▸ WHAT TO WORK ON: All of the data that follows should be retyped exactly, please, except the pictures.

▸ THE INPUT:
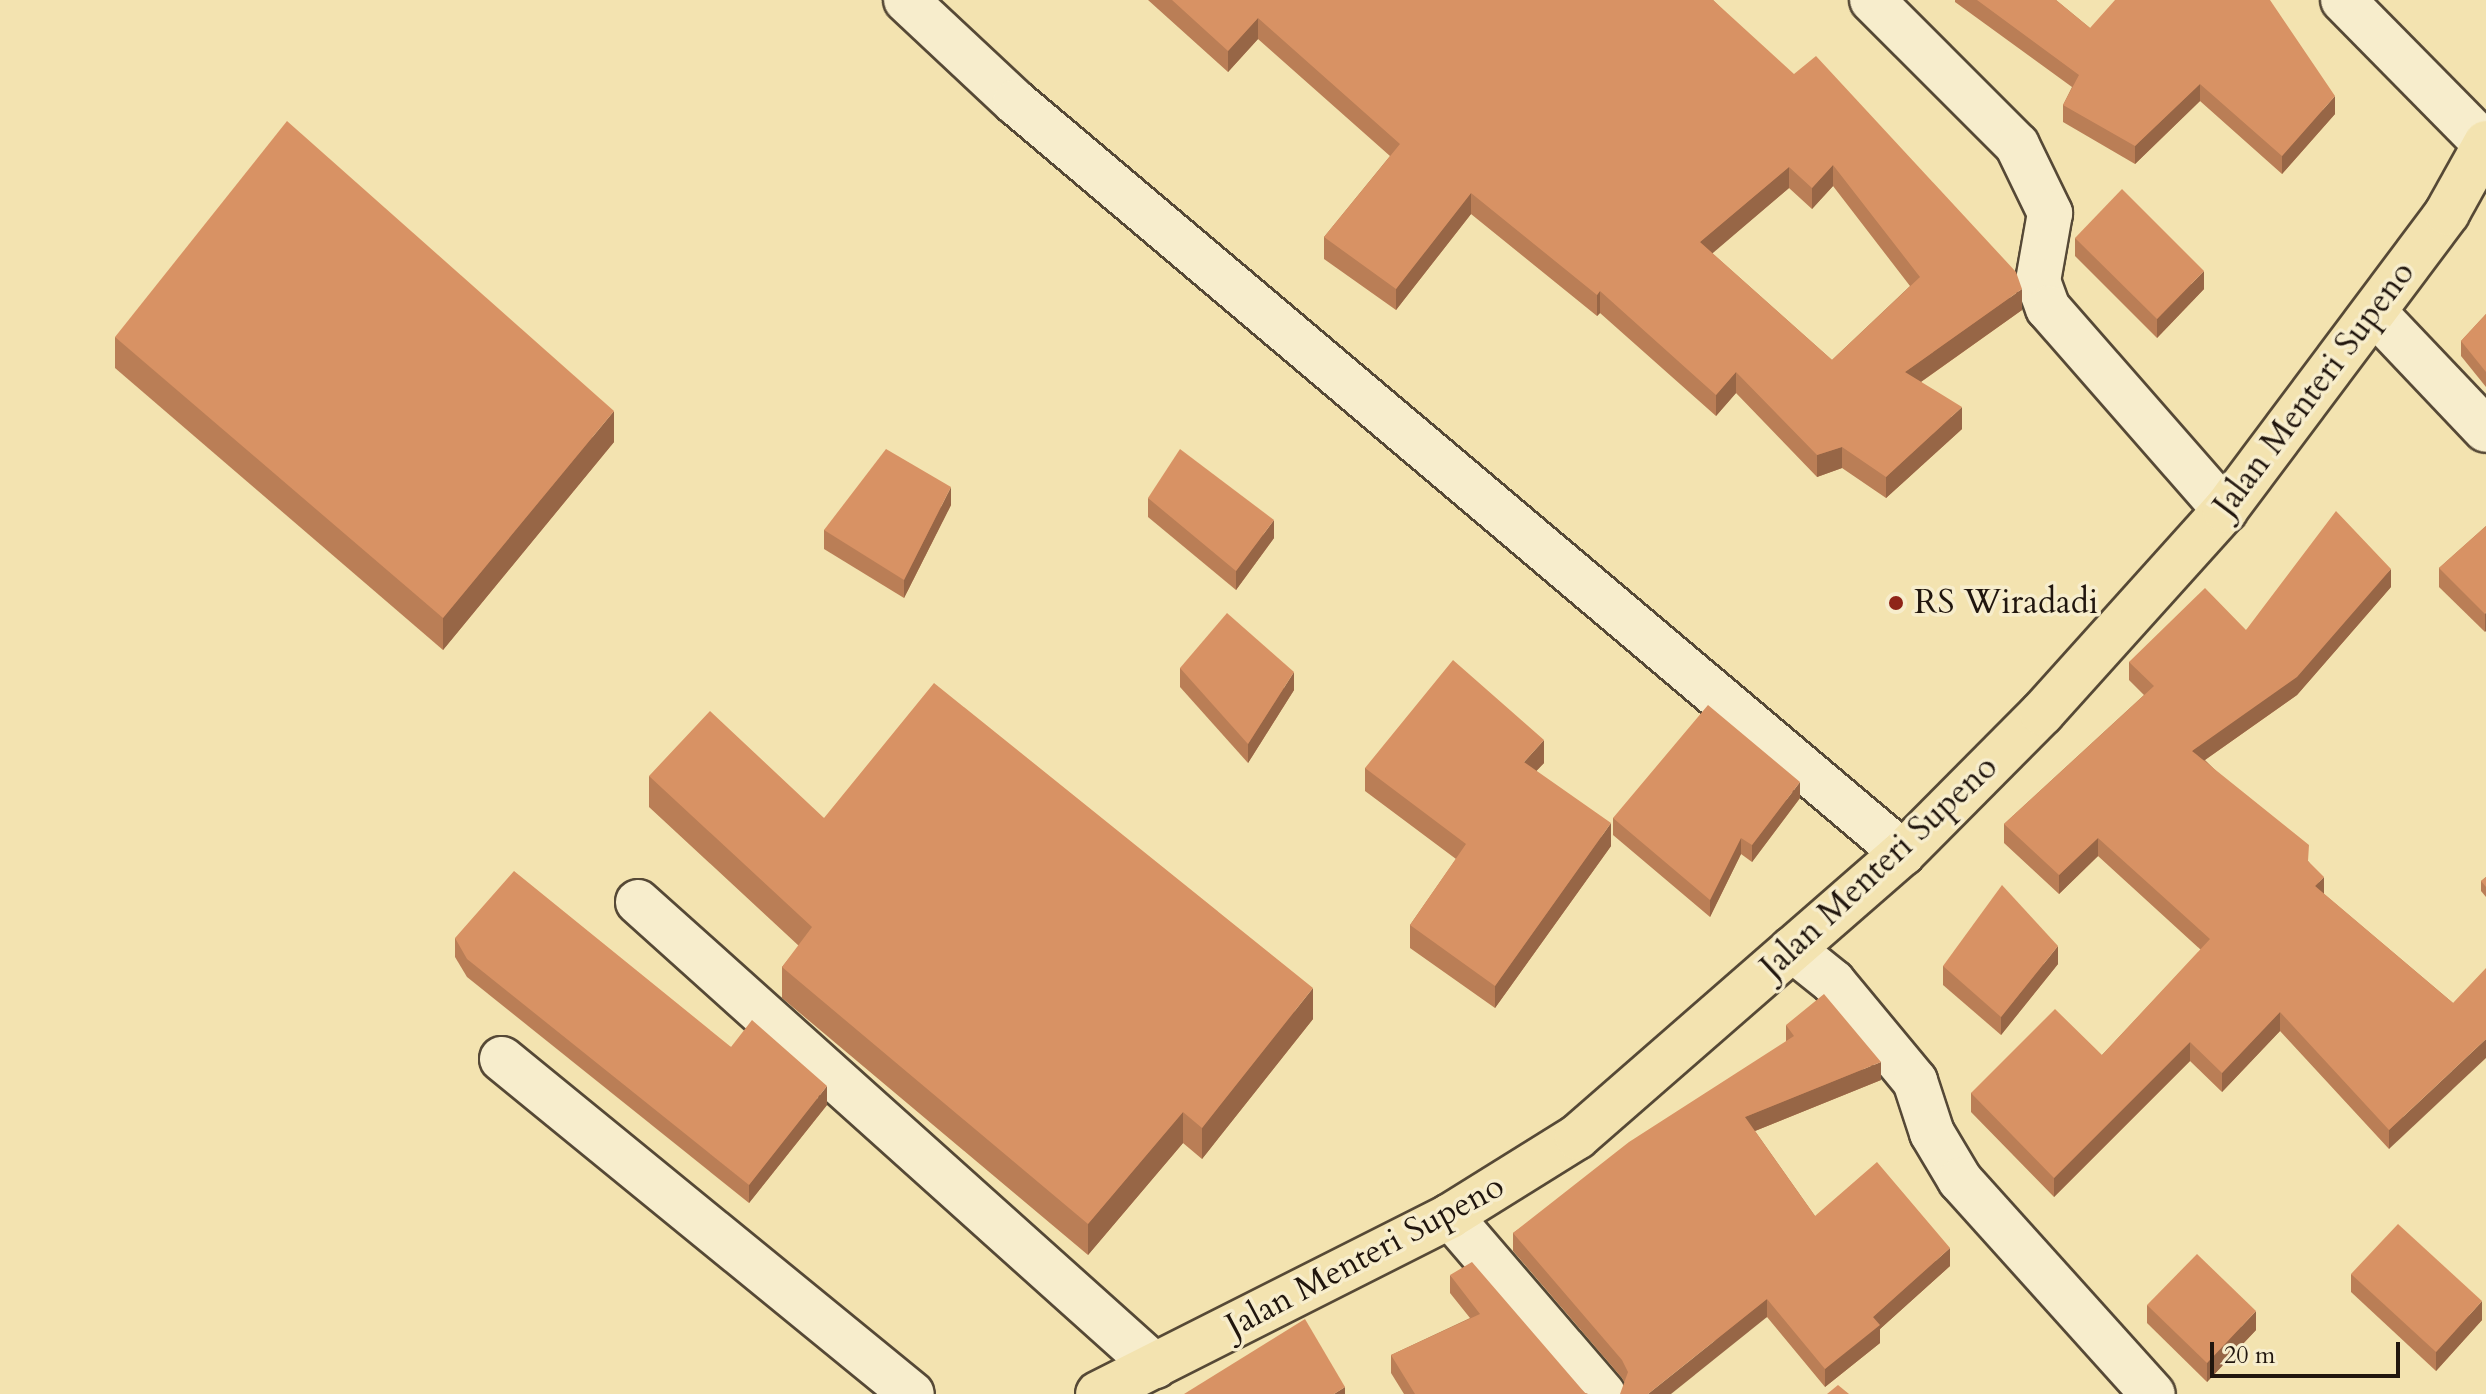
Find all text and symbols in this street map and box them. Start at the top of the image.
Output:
street label: Jalan Menteri Supeno [2205,253,2423,525]
place label: RS Wiradadi [1914,583,2098,623]
marker: RS Wiradadi [1885,592,1907,614]
street label: Jalan Menteri Supeno [1752,747,2006,987]
street label: Jalan Menteri Supeno [1219,1165,1511,1347]
scale bar [2214,1326,2404,1376]
text: 20 m [2224,1339,2275,1372]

▸ ANSWER TO THE EXERCISE:
Find all text and symbols in this street map and box them. Start at the top of the image.
Output:
street label: Jalan Menteri Supeno [2205,253,2423,525]
place label: RS Wiradadi [1914,583,2098,623]
marker: RS Wiradadi [1885,592,1907,614]
street label: Jalan Menteri Supeno [1752,747,2006,987]
street label: Jalan Menteri Supeno [1219,1165,1511,1347]
scale bar [2214,1326,2404,1376]
text: 20 m [2224,1339,2275,1372]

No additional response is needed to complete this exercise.